Solar PV power production is the most obvious segment in solar PV, but not necessarily the best for PE investors. For one, there is little upside. For another, to what extent the client can scale his operations is a big question given that this depends pretty much on governmental decisions right now. A third reason is that the discounting option in the grid connected solar PV power plant applications under the latest phase of the National Solar Mission has thrown a further spanner in the works – now, a financial investor doesn’t know what the return on investment will be.

On the other hand, there are other stages along the value chain where PE investments could accrue much higher value in future – module manufacturing, cell manufacturing, training, developing monitoring software are some of them. As can be easily seen, the potential upsides for these are much better than one for a 25-year PPA. (Pl see a presentation I made in Delhi recently on how the demand for solar can be increased by letting go the mindset that solar = grid connected solar PV power plants)

How well is the government following up with its pronouncements?
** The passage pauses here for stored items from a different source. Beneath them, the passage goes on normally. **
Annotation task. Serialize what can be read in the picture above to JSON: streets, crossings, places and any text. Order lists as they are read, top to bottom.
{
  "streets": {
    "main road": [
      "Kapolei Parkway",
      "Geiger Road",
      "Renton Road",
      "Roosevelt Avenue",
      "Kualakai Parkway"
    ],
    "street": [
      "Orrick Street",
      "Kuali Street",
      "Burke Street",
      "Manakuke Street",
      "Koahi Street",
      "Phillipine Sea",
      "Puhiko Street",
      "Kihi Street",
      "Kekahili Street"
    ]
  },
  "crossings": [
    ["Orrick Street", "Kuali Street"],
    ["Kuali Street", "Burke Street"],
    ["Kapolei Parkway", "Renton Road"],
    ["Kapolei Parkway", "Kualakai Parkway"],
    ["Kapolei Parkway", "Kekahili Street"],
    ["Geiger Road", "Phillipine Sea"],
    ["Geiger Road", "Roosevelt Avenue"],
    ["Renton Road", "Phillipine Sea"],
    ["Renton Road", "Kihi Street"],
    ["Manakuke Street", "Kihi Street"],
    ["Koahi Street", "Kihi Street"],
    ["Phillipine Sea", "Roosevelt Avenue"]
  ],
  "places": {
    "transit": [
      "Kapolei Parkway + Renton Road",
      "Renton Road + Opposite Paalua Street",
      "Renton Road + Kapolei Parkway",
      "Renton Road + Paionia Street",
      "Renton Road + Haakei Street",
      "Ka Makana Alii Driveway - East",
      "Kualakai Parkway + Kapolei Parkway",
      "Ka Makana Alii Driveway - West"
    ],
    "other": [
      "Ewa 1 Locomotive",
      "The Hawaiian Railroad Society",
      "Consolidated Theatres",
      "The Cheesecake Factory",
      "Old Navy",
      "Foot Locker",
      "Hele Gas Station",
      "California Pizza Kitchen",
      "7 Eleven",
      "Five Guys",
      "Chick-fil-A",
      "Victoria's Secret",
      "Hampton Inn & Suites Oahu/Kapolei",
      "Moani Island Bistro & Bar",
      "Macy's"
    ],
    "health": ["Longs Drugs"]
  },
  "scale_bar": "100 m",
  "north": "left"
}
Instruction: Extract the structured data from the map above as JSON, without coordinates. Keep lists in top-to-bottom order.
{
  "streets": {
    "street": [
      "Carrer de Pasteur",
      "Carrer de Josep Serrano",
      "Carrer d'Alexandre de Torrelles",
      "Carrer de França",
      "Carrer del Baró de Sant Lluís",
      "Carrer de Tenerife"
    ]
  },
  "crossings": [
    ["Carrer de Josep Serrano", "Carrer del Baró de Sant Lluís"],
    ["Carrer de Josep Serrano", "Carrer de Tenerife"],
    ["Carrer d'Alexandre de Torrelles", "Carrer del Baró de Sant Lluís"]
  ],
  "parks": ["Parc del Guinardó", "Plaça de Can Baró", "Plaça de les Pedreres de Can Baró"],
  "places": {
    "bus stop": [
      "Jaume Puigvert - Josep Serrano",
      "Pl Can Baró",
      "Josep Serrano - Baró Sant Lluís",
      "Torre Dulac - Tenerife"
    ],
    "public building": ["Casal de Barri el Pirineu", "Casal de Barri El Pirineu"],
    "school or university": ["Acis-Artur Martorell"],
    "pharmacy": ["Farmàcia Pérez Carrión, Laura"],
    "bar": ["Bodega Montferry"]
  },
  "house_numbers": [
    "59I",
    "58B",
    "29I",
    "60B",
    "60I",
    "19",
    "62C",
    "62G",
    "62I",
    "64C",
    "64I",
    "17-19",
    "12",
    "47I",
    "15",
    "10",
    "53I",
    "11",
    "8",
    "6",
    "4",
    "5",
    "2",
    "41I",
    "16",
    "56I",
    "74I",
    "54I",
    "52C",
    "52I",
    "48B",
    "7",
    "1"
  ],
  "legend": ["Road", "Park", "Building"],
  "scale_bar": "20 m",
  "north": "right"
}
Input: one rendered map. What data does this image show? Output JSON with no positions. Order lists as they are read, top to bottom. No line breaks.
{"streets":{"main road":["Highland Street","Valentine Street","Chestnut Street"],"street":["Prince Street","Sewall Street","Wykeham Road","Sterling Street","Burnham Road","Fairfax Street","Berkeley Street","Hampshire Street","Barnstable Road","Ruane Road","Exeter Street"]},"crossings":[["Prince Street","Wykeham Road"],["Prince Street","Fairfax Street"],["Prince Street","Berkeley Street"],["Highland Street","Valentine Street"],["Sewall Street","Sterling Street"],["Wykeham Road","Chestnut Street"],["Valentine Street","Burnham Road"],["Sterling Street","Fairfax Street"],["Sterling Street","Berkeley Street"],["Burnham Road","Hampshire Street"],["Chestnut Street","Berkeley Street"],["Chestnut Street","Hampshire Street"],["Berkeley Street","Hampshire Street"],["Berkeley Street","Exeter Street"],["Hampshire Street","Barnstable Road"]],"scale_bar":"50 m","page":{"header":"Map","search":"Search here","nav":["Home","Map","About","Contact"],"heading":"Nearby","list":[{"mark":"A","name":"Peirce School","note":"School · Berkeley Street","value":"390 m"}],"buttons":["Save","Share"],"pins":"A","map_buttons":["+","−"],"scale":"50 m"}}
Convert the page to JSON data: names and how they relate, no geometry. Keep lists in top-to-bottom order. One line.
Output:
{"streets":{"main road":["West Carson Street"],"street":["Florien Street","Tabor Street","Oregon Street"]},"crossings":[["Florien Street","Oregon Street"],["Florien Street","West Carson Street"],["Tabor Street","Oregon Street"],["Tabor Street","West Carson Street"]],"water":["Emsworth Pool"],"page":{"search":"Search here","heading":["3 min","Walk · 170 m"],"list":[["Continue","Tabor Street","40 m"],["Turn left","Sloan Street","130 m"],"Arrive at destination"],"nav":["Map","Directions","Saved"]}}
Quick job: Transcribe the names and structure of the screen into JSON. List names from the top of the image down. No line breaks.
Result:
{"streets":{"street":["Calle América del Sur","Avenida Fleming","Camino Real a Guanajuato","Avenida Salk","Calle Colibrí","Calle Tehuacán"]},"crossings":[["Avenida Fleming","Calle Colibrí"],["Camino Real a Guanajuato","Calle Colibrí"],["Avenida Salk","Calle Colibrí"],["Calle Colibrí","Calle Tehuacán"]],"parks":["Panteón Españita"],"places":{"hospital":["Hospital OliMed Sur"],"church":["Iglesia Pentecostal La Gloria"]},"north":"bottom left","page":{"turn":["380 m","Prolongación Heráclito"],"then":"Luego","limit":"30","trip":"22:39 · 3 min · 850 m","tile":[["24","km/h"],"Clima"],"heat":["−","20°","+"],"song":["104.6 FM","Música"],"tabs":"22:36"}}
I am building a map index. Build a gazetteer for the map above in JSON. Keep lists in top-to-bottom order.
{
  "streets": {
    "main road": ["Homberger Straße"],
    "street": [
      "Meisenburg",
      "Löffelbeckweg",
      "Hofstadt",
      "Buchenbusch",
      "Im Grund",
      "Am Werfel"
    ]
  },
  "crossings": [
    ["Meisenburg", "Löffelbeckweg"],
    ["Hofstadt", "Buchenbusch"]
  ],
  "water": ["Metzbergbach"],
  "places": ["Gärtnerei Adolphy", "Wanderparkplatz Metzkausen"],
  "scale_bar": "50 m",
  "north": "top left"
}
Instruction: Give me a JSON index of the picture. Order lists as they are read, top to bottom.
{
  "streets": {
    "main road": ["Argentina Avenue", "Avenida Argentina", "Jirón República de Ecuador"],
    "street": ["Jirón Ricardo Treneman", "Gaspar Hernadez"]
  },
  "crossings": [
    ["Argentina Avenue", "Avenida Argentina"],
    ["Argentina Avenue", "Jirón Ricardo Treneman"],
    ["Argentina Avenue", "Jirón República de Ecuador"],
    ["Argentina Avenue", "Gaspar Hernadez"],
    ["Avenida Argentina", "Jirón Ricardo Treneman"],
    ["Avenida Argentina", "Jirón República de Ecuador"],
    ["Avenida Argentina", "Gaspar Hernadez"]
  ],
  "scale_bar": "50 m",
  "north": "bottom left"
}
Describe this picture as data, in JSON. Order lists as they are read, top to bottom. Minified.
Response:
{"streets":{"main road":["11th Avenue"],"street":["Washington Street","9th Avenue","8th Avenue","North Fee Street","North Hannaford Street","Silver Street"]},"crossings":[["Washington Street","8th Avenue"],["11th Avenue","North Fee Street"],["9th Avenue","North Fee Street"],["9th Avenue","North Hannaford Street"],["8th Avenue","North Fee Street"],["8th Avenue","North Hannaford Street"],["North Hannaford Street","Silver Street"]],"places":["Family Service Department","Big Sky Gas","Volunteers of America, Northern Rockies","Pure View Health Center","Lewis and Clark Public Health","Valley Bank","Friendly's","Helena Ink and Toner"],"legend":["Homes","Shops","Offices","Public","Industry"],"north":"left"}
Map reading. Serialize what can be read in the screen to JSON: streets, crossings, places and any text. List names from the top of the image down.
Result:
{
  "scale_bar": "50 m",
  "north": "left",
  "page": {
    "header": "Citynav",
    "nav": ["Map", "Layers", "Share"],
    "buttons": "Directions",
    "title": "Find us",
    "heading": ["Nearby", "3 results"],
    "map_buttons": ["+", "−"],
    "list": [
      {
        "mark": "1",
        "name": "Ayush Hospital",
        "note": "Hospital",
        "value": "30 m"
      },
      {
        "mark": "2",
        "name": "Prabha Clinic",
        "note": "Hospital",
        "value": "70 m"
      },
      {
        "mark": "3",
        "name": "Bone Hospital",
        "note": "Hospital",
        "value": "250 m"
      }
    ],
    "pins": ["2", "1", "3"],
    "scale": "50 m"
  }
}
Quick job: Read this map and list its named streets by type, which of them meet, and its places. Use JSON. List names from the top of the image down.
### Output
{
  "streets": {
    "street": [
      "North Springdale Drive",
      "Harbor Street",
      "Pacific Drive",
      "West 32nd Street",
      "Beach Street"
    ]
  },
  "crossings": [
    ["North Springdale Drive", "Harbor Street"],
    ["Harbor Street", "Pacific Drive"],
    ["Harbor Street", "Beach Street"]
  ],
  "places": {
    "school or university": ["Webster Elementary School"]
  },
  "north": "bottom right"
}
Whichever stage of the value chain the company is in, its success to at least some extent depends on government incentives and regulations. It is important for the investor to appreciate and gauge the seriousness of government pronouncements of incentives. That is, some incentives will be announced but will never see the light of day and some will make it through. For example, biofuel mandates requiring 5% of blend essential for both biodiesel and fuel ethanol were passed over three years back, but the oil marketing companies such IOC, BPCL etc are yet to fully implement the mandates. If you were an investor who had invested into a biodiesel company with this mandate as  a key driver, you will be sitting with a biodiesel company that is utilizing a fraction of its capacity today.

For solar PV, government incentives are even more critical for the financial sustainability of the project given the much higher capital costs.

How adaptable is the developer to changing market conditions? Is he flexible enough to bring in changes as and when required?

This question is especially valid if the company is in cell or module production. Technology is changing quite fast in solar PV – while crystalline cells and panels appear quite safe today in terms of their future prospects, don’t be too sure.   There are enough people around the world who swear that it will all be thin films in a few years from now. Who’s right? Who knows! This necessitates that the company is tuned to what’s happening in the marketplace and can change its mindset and plans within a reasonably quick timeframe.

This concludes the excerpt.